The use of scripting languages (e.g. Python, PowerShell) is a popular choice for software and system engineers responsible for automating test coverage on bare metal hardware systems. The Virtual Client platform provides runtime support for running scripts directly from the command line and additionally supports a controller/agent workflow for remote execution through SSH sessions on both Linux and Windows systems.

Controller/Agent Overview

The following document provides a set of general guidelines to consider when developing script-based automation extensions so that they can be readily integrated into the Virtual Client platform.

Script Extensions Usage

Before going into the details for script extensions development, it is helpful to have an idea of how they can be used in the Virtual Client platform. The following sections illustrate how to integrate script packages into the Virtual Client platform for execution via the command line. Whereas the Virtual Client platform often defines complex workflows using profiles, scripts can be executed directly without the need for a profile. Before getting into design and implementation recommendations for script-based automation, it is helpful to get a sense of how they will be used in Virtual Client.

Integrating Script Extensions

A package/folder containing scripts can be placed anywhere on the system, but the recommendation is to place them in the /packages folder for the Virtual Client application. This is the folder that the application uses to download and host packages for all other toolsets.

# e.g.
# Example On Windows Systems
C:\Users\AnyUser\VirtualClient\content\win-arm64\packages\custom_scripts.1.0.0
C:\Users\AnyUser\VirtualClient\content\win-arm64\packages\custom_scripts.1.0.0\binaries
C:\Users\AnyUser\VirtualClient\content\win-arm64\packages\custom_scripts.1.0.0\setup
C:\Users\AnyUser\VirtualClient\content\win-arm64\packages\custom_scripts.1.0.0\Invoke-FirmwareUpdate.ps1

# e.g.
# Example On Linux Systems
/home/anyuser/VirtualClient/content/linux-x64/packages/custom_scripts.1.0.0
/home/anyuser/VirtualClient/content/linux-x64/packages/custom_scripts.1.0.0/binaries
/home/anyuser/VirtualClient/content/linux-x64/packages/custom_scripts.1.0.0/setup
/home/anyuser/VirtualClient/content/linux-x64/packages/custom_scripts.1.0.0/update_firmware.py

Executing Scripts in an Extensions Package

Scripts within a script extensions package/folder can be referenced and executed directly on the command line in Virtual Client. To reference a script on the command line, the full script command should be surrounded in quotation marks.

# e.g.
# Windows Examples
# Scripts can be referenced directly on the command line.
VirtualClient.exe "pwsh C:\Users\AnyUser\VirtualClient\content\win-arm64\packages\custom_scripts.1.0.0\Invoke-FirmwareUpdate.ps1 -LogDirectory C:\Users\AnyUser\VirtualClient\content\win-arm64\logs\firmware_updates"

# Relative paths can be used as well and are relative to the Virtual Client application.
VirtualClient.exe "pwsh .\packages\custom_scripts.1.0.0\Invoke-FirmwareUpdate.ps1 -LogDirectory .\logs\firmware_updates"

# e.g.
# Linux Examples
VirtualClient "python C:\Users\AnyUser\VirtualClient\content\win-arm64\packages\custom_scripts.1.0.0\update_firmware.py --log-directory=/home/anyuser/VirtualClient/content/linux-arm64/logs/firmware_updates"

# Relative paths...
VirtualClient "python ./packages/custom_scripts.1.0.0/update_firmware.py --log-directory=./logs/firmware_updates"

Your scripts do not really even need to write log files.
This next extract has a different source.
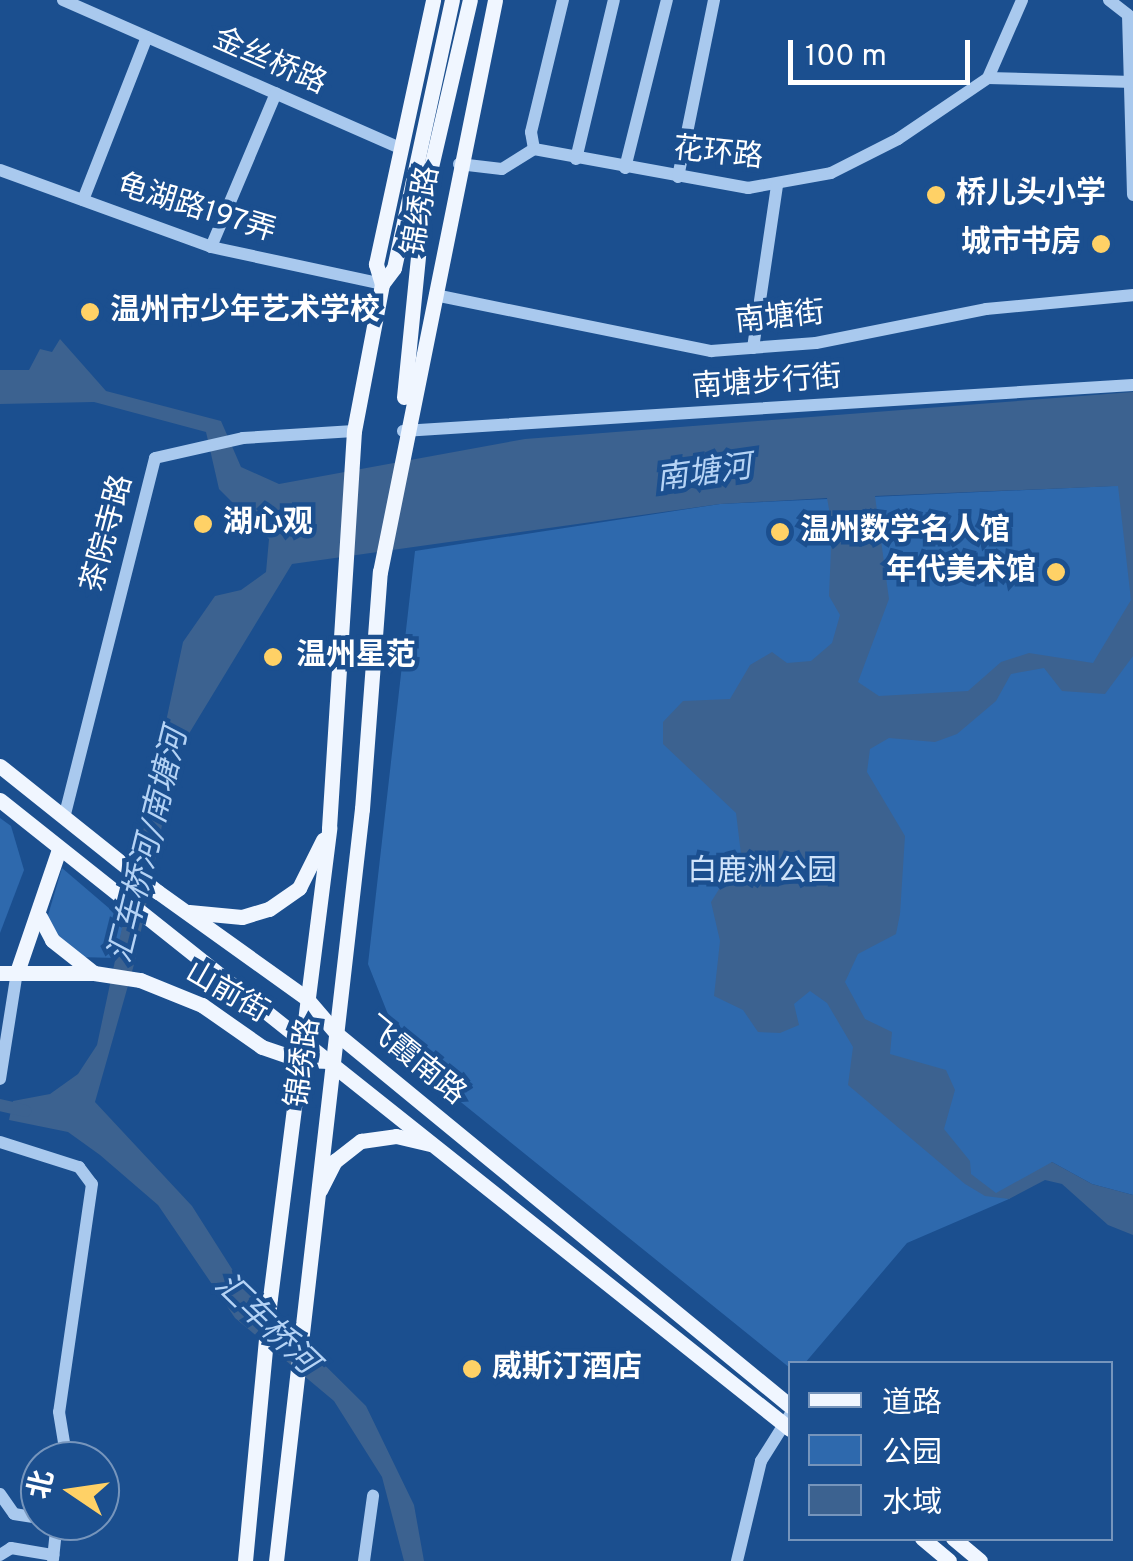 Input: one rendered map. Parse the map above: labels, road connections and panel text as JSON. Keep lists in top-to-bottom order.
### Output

Virtual Client allows the user to request the output of any script or toolset ran from the command line to be written to file by simply including the --log-to-file flag on the command line.

# Windows Examples
VirtualClient.exe "pwsh .\packages\custom_scripts.1.0.0\Invoke-FirmwareUpdate.ps1 -LogDirectory .\logs\firmware_updates" --log-to-file

# Linux Examples
VirtualClient "python ./packages/custom_scripts.1.0.0/update_firmware.py --log-directory=./logs/firmware_updates" --log-to-file

Script Extensions Design Principles

The following section defines a set of recommendations to apply when designing script-based automation.

A very fundamental concept to consider when designing scripted automation is to focus on creating self-contained packages. Self-contained packages can be simply copied/downloaded to a target system and executed successfully with no additional steps. This makes debugging/testing and integration with automation systems much more seamless. Manual steps are problematic for repeatable and efficient scale executions.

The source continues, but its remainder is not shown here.